▶ [ASSIGNMENT] The answer is a single figure: how many lines below contain the word "turn".
-----
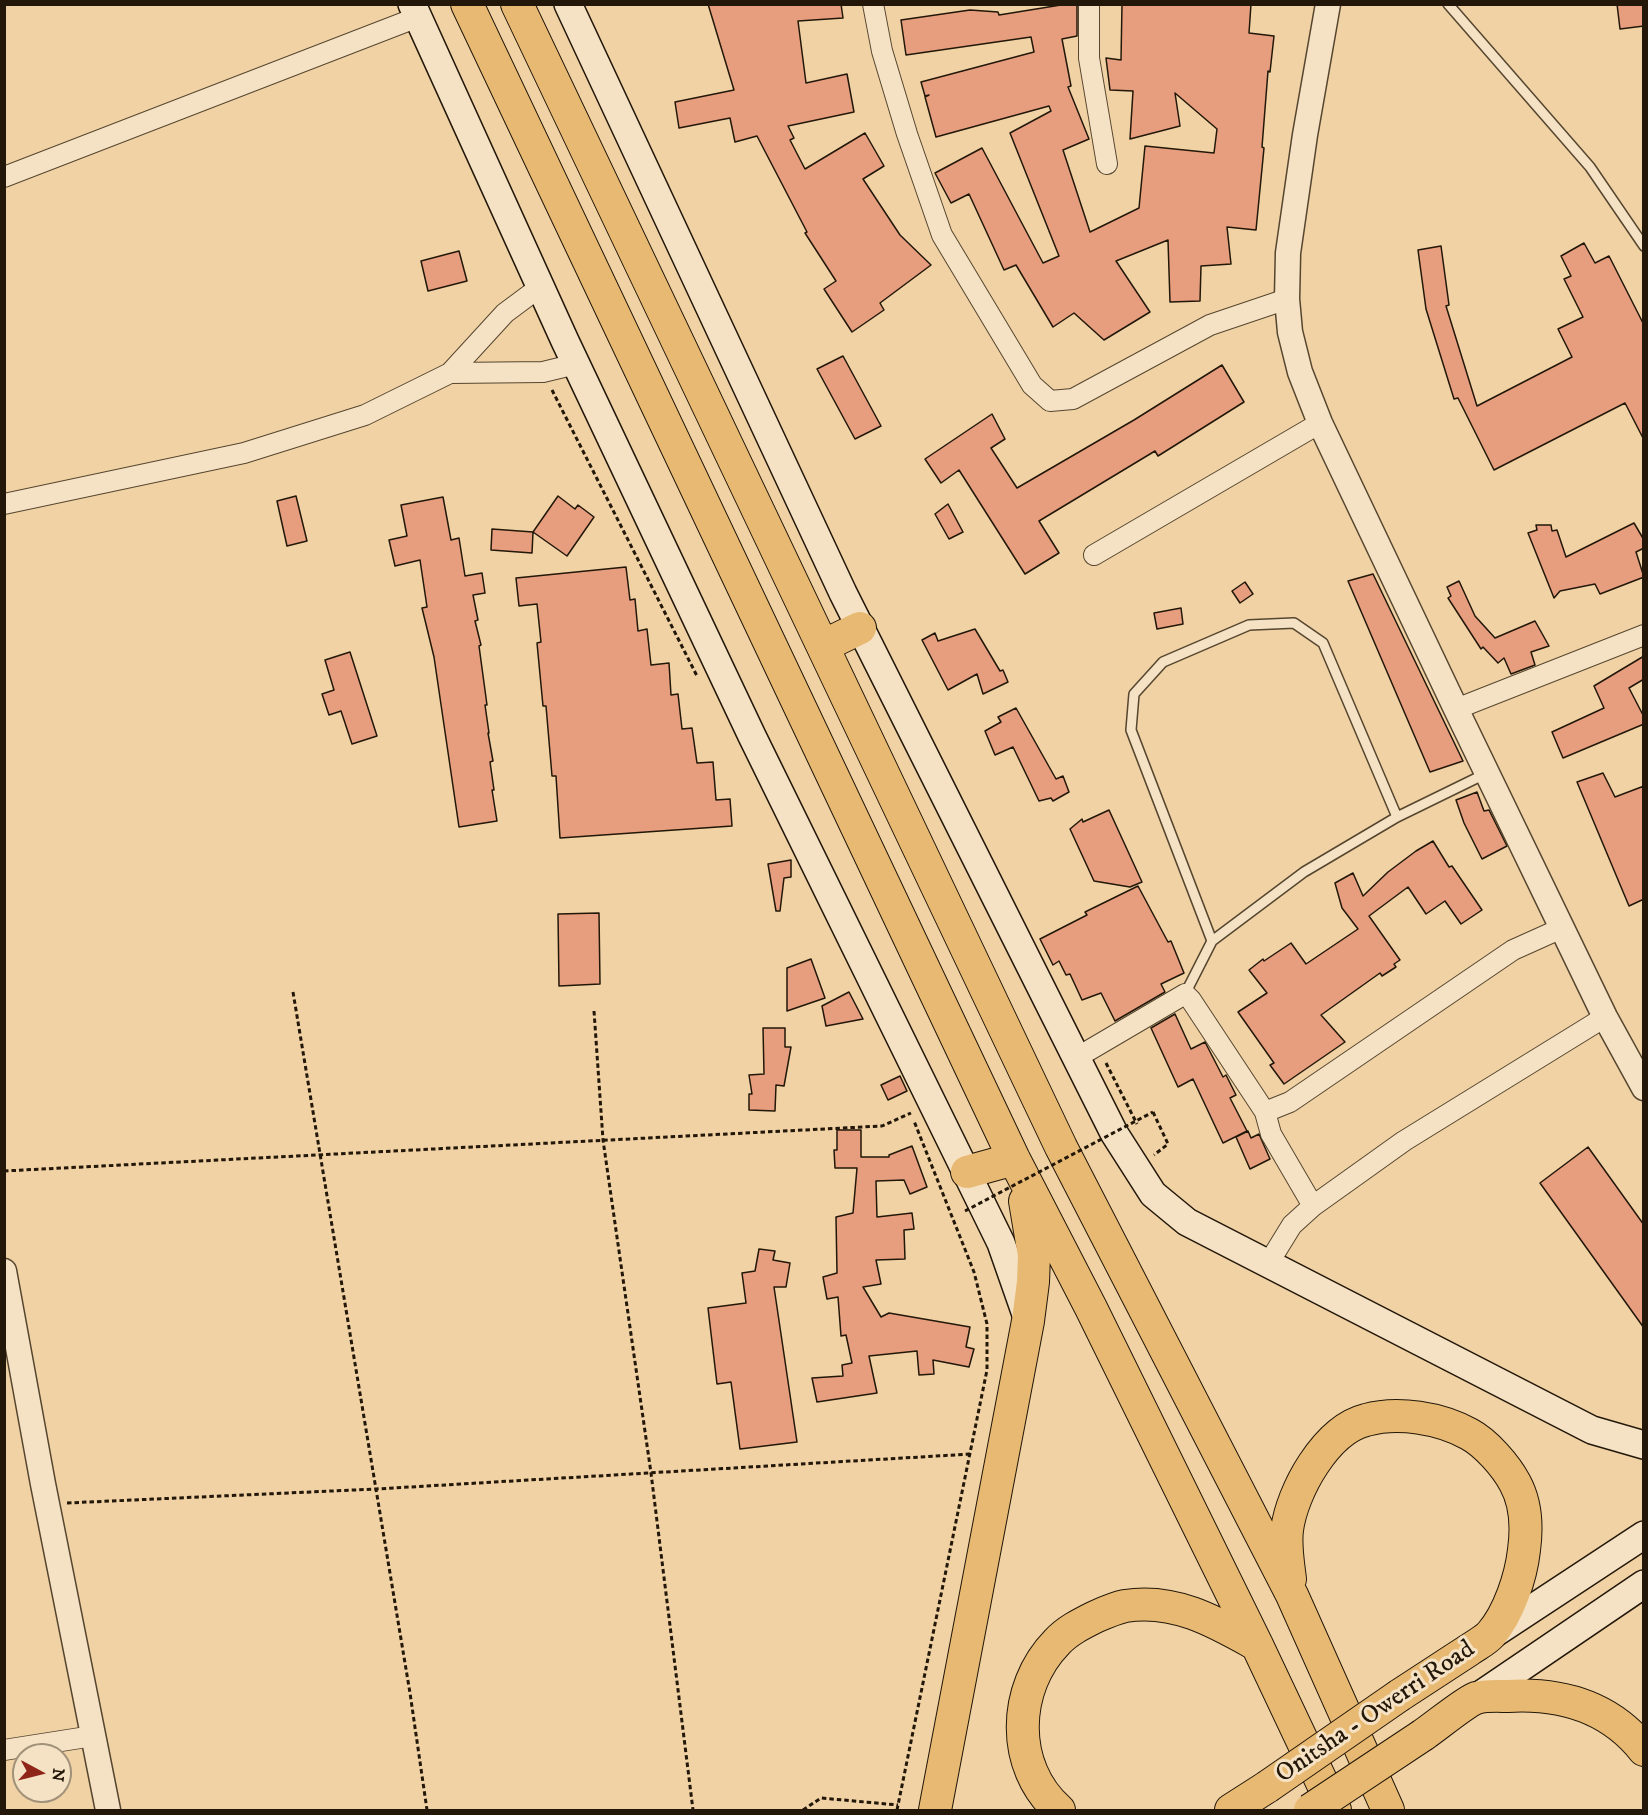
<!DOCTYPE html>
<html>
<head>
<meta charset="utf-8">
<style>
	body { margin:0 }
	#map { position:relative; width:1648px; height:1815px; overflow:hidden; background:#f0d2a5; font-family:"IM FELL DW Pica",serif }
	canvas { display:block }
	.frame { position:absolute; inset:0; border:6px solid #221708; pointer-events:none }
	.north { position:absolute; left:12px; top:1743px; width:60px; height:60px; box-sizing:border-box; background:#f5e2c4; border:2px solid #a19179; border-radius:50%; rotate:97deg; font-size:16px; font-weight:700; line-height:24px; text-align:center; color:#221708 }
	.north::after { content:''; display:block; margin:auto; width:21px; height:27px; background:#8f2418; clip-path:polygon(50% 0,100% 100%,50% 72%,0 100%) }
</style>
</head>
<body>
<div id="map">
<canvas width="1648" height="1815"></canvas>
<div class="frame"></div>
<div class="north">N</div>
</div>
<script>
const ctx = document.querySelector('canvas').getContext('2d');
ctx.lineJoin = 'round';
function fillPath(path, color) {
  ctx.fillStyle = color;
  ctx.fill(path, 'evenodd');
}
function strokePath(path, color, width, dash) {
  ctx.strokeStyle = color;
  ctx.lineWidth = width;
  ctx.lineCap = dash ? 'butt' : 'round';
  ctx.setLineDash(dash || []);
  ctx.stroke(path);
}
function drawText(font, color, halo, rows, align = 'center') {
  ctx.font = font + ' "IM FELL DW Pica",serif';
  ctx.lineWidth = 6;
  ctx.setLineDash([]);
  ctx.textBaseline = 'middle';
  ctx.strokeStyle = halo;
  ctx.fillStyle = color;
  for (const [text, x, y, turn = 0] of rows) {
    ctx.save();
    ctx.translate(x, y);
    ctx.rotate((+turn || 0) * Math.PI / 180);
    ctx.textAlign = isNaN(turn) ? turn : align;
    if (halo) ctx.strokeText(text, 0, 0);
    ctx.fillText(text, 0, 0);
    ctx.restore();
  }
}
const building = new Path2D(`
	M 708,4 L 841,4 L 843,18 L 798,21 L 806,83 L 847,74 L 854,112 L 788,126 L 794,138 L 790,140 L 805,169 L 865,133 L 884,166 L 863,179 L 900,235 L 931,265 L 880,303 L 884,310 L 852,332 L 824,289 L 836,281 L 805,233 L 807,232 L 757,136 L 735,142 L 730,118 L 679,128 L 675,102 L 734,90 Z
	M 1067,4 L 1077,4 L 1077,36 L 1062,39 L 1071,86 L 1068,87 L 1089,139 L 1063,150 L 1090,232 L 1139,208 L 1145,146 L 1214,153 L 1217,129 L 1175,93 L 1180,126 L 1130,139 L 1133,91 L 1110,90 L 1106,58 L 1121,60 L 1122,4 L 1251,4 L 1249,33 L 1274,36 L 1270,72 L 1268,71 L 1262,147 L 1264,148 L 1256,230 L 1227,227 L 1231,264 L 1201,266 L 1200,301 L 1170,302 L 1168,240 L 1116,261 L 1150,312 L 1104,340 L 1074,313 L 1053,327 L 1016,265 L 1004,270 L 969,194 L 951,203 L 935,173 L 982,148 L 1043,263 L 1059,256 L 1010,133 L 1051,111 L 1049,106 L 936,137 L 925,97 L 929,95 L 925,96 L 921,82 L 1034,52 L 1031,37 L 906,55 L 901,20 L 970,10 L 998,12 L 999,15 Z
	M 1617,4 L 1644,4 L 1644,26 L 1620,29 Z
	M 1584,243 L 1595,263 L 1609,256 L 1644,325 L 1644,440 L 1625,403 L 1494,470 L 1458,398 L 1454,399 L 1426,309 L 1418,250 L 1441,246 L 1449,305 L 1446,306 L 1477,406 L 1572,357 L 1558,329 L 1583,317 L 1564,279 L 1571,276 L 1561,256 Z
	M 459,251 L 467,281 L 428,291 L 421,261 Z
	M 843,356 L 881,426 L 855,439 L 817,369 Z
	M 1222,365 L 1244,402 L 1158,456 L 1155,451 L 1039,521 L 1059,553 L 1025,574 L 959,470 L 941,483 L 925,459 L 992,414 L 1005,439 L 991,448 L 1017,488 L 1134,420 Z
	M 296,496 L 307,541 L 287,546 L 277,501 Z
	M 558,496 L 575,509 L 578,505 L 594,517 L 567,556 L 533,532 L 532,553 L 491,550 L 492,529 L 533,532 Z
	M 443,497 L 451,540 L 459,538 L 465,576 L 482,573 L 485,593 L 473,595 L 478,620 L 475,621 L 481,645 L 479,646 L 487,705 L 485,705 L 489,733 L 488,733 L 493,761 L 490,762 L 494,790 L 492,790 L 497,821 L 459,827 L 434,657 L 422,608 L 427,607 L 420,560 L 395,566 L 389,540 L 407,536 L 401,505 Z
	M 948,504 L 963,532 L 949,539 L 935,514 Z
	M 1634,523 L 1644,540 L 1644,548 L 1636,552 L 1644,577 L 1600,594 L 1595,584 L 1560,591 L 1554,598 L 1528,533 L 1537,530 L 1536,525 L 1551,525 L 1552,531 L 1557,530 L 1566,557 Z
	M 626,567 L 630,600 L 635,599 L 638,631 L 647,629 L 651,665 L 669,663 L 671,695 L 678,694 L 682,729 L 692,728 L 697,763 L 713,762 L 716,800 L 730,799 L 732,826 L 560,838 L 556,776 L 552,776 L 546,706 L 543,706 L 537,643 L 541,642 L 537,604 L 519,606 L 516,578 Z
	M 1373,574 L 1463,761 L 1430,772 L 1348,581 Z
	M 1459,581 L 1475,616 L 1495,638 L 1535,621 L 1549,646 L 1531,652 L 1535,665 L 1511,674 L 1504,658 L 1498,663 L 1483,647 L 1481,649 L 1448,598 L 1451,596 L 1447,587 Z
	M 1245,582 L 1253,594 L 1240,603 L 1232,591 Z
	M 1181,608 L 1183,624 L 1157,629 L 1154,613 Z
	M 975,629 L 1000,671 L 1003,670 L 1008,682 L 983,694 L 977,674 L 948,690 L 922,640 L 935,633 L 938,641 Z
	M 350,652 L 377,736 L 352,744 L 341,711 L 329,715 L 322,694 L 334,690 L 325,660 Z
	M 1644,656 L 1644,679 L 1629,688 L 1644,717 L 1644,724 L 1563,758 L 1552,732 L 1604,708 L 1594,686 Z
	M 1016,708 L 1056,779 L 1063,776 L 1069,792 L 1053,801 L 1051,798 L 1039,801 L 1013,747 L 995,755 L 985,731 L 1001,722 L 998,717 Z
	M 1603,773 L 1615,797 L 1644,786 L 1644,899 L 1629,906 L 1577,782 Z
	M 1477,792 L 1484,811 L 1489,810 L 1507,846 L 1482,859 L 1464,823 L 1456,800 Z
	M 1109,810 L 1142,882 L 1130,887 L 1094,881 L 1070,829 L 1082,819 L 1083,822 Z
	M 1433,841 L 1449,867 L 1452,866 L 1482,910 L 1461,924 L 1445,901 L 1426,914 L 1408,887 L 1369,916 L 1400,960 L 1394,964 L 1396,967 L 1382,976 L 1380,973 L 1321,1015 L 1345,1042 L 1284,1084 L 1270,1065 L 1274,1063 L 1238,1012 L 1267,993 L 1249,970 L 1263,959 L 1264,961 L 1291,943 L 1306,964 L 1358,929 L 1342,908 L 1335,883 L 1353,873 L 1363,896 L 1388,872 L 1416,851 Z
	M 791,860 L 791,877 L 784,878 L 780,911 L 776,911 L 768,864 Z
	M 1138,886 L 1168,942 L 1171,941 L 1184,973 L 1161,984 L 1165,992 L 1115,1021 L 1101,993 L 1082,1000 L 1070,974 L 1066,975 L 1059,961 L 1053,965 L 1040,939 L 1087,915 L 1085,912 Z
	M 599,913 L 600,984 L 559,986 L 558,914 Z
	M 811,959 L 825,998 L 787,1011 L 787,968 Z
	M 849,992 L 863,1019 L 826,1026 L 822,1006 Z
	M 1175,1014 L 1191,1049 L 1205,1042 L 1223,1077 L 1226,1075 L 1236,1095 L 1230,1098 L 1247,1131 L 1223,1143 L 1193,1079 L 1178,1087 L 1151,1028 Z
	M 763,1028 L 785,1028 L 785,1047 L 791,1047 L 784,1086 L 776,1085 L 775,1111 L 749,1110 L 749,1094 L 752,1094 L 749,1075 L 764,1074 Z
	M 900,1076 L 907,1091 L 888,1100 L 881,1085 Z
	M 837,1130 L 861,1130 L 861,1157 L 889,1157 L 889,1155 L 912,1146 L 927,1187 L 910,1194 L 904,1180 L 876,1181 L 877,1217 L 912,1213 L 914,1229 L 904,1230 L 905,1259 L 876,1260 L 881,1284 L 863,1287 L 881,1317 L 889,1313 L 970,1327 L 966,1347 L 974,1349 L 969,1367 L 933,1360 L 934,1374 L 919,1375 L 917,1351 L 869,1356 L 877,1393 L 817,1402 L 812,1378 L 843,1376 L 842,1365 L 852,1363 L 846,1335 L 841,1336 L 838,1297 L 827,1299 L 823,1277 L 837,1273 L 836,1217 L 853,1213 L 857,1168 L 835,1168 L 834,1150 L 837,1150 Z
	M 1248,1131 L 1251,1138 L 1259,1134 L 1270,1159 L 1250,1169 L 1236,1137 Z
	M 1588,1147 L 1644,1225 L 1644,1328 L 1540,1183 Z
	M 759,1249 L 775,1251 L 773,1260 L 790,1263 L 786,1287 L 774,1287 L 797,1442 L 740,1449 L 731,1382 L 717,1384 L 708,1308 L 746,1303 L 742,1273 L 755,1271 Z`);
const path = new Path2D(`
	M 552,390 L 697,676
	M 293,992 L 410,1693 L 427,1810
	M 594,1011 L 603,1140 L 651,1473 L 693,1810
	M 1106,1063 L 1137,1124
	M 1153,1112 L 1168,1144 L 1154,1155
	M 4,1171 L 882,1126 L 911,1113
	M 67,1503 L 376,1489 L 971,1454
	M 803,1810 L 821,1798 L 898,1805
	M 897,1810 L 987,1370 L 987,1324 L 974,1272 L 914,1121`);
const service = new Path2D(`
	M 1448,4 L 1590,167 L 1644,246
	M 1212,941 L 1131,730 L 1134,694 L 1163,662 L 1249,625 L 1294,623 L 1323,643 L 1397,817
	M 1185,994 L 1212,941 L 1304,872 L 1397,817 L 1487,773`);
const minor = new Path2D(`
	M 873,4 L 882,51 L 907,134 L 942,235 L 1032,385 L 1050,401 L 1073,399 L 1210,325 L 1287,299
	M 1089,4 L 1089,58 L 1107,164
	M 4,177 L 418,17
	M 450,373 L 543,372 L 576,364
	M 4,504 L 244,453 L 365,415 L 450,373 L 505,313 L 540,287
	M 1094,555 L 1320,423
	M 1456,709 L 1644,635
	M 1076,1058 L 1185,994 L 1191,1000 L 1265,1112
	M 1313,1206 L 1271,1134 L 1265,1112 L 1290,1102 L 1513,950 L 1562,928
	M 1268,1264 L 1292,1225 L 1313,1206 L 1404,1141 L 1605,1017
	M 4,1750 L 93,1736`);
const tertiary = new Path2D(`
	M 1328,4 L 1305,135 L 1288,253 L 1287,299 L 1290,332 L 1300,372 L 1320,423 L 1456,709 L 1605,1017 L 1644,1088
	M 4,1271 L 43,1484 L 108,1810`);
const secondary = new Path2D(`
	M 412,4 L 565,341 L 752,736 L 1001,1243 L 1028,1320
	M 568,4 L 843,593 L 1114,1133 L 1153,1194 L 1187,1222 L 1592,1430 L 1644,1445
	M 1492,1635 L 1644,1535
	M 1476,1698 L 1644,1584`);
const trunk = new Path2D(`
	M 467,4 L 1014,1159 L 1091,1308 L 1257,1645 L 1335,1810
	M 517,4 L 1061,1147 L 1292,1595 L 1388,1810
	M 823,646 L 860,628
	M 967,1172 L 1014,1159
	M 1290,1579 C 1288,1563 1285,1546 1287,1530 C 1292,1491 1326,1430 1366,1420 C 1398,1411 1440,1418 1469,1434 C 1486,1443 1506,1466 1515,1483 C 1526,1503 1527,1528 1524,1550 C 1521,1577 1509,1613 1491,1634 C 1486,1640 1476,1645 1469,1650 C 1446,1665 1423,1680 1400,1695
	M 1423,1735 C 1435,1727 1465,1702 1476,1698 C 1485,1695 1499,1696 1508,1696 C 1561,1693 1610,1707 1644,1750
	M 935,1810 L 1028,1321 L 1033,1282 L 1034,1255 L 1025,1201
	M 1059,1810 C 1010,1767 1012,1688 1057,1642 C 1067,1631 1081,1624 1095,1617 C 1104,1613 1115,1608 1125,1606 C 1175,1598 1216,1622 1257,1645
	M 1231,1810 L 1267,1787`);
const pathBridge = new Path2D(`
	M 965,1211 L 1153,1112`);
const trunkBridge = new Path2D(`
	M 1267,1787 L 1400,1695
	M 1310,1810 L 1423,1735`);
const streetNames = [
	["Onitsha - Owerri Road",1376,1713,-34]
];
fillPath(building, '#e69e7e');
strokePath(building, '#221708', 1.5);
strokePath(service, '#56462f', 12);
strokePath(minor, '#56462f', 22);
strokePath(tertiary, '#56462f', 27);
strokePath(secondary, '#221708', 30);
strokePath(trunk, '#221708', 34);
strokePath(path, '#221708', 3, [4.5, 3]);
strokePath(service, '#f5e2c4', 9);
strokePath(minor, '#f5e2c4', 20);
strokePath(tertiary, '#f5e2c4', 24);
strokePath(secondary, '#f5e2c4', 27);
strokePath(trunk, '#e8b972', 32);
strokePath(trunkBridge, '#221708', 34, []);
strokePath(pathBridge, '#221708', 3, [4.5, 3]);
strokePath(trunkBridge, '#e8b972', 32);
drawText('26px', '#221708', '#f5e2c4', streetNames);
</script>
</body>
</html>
-----
▶ [ANSWER TO THIS EXERCISE] 3